#### [Task item]
Say how many lines in the listing contain the string "frame", giving the number alone.
** Exercise inputs follows **
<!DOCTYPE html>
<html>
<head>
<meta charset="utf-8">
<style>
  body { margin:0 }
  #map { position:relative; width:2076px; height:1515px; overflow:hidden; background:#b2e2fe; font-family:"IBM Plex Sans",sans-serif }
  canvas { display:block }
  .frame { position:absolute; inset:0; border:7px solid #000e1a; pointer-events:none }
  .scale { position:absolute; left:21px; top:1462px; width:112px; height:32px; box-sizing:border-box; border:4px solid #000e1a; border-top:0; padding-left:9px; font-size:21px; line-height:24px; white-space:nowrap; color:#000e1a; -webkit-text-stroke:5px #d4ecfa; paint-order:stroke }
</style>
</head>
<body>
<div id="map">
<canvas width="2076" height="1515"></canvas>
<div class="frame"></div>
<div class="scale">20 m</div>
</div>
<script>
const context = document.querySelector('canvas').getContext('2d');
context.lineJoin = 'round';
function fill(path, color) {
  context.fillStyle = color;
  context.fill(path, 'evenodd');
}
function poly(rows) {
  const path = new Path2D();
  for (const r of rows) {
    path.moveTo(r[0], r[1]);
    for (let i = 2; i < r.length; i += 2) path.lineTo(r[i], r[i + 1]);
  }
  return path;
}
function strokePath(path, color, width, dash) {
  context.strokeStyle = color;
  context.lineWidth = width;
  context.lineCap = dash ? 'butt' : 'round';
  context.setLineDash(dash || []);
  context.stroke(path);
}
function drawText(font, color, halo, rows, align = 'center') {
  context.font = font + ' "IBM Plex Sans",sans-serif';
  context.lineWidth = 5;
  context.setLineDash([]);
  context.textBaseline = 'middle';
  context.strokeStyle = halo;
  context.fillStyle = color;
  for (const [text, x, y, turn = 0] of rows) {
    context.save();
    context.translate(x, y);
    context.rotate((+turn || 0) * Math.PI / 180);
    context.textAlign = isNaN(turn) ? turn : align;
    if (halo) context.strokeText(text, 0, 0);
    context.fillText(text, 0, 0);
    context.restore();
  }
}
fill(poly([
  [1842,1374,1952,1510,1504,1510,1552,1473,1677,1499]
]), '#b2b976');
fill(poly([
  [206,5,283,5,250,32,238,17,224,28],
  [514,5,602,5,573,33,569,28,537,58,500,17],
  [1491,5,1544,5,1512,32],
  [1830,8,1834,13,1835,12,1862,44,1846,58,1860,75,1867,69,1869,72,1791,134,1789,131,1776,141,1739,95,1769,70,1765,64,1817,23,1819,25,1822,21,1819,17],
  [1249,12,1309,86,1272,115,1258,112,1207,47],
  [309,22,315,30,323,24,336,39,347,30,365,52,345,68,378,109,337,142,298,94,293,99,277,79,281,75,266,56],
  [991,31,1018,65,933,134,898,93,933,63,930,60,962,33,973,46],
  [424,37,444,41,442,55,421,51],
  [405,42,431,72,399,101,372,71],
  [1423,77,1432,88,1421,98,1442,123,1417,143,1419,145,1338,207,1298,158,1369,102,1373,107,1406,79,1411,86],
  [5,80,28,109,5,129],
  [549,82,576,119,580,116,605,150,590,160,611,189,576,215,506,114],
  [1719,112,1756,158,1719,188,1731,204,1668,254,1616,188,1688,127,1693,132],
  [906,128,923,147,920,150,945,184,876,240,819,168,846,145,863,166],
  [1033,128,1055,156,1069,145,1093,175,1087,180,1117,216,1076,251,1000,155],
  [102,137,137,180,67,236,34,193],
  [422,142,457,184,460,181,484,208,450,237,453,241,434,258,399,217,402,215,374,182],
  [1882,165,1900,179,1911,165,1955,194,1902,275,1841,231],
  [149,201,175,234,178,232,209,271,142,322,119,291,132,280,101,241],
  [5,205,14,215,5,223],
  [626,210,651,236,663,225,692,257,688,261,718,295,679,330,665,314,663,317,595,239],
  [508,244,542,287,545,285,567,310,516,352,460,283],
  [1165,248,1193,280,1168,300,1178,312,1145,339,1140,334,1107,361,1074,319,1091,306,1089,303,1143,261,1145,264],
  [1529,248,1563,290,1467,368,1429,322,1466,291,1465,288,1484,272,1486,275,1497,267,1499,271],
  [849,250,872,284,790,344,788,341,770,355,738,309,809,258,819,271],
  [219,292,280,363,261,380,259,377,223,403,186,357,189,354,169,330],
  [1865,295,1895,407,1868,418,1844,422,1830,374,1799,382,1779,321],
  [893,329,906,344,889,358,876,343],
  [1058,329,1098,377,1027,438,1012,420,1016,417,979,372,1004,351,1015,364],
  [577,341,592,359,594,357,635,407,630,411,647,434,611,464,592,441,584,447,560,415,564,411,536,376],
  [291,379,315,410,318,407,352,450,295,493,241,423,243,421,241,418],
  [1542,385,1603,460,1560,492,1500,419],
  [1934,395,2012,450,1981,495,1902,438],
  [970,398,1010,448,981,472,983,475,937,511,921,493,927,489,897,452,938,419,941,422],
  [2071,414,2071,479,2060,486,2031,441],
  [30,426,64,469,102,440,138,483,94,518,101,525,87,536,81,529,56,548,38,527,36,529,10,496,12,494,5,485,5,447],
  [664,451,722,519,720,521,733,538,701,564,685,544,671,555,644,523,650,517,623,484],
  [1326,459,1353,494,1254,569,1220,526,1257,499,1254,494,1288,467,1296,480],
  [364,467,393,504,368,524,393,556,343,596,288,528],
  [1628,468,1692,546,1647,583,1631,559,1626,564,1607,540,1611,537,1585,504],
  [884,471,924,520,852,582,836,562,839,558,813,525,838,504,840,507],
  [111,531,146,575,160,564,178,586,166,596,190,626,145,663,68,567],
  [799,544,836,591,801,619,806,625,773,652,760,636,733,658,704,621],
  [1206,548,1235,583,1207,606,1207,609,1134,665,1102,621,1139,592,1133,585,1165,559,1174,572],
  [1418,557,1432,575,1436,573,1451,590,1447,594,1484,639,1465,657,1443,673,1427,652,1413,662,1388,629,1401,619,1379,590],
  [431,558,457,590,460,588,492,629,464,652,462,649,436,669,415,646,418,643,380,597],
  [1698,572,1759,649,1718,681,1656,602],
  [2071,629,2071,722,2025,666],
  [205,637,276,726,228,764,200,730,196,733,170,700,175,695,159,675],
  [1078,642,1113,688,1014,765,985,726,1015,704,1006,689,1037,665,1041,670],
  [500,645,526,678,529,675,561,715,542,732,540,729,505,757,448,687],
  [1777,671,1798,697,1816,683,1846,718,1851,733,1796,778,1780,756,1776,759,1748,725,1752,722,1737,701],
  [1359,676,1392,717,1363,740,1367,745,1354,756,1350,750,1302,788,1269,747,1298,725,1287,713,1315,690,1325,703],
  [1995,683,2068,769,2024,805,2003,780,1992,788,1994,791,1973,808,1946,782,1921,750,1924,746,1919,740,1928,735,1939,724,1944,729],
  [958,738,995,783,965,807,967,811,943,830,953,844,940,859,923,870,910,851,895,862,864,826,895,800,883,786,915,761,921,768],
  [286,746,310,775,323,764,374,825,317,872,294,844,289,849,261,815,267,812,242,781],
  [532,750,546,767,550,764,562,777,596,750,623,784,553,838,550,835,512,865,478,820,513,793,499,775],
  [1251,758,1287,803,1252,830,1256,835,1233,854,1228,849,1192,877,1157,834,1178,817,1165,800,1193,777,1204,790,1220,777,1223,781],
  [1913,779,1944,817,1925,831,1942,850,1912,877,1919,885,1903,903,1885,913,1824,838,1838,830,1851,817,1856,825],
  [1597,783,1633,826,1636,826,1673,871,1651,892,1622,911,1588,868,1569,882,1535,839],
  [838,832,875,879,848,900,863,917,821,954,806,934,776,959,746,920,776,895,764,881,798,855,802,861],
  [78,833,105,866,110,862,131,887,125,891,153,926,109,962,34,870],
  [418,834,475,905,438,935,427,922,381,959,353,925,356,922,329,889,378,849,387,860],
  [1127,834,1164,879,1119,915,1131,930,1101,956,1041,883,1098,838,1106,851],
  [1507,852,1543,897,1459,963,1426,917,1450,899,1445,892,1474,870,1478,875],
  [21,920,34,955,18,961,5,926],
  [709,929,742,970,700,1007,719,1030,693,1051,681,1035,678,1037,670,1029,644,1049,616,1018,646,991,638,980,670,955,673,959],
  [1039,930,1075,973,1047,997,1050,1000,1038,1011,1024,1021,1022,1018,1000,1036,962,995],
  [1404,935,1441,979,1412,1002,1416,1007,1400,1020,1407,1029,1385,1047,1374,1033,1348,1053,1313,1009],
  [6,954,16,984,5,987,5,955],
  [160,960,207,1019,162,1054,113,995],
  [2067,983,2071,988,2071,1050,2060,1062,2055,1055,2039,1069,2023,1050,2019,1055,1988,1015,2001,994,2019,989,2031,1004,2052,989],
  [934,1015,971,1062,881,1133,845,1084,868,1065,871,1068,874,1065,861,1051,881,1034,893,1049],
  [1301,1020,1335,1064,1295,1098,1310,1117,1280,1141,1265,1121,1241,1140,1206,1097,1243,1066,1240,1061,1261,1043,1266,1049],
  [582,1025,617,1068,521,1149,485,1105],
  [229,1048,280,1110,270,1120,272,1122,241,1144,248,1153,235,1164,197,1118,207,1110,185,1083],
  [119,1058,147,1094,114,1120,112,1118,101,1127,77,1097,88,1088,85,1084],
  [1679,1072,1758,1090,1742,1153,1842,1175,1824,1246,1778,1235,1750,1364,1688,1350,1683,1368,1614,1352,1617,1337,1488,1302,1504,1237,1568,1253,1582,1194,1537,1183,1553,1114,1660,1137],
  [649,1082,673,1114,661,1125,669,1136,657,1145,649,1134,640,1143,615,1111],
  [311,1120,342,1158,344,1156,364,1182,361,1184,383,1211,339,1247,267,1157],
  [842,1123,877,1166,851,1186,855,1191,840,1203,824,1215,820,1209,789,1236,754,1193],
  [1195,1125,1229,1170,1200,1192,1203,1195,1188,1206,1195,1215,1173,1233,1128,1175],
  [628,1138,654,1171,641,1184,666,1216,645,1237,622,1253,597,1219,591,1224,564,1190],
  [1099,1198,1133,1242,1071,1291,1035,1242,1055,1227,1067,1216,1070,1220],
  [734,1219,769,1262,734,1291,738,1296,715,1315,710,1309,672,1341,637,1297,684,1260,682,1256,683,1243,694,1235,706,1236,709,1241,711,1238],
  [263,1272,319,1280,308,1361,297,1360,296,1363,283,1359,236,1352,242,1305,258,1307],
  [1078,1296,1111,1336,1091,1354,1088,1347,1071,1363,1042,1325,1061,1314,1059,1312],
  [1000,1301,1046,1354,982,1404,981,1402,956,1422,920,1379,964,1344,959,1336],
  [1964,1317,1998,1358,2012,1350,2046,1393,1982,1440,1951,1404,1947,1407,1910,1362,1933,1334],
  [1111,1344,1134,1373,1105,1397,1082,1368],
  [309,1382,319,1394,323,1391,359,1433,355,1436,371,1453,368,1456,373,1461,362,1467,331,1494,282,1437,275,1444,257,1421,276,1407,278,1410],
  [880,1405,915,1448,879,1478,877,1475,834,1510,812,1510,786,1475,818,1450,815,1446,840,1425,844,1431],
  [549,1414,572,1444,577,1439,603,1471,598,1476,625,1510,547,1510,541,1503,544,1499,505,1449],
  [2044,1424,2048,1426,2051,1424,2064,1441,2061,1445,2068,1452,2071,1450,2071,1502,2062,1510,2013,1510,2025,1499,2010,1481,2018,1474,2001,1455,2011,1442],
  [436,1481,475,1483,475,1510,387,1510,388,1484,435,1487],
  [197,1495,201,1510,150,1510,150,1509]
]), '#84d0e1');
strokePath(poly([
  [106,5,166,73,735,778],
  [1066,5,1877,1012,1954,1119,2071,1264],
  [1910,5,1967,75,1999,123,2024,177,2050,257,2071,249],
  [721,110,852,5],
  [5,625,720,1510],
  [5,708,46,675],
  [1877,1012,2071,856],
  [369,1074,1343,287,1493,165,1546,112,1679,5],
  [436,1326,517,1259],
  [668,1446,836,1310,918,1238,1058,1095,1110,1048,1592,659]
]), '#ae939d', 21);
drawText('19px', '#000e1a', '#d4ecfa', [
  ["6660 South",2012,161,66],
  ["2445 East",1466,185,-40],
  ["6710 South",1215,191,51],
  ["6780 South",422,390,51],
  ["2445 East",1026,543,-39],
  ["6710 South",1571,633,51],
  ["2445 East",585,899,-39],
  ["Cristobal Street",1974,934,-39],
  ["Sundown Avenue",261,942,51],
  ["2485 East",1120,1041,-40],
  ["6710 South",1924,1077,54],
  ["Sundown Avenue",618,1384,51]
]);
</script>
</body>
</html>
** End of Exercise inputs **
#### [Worked solution]
2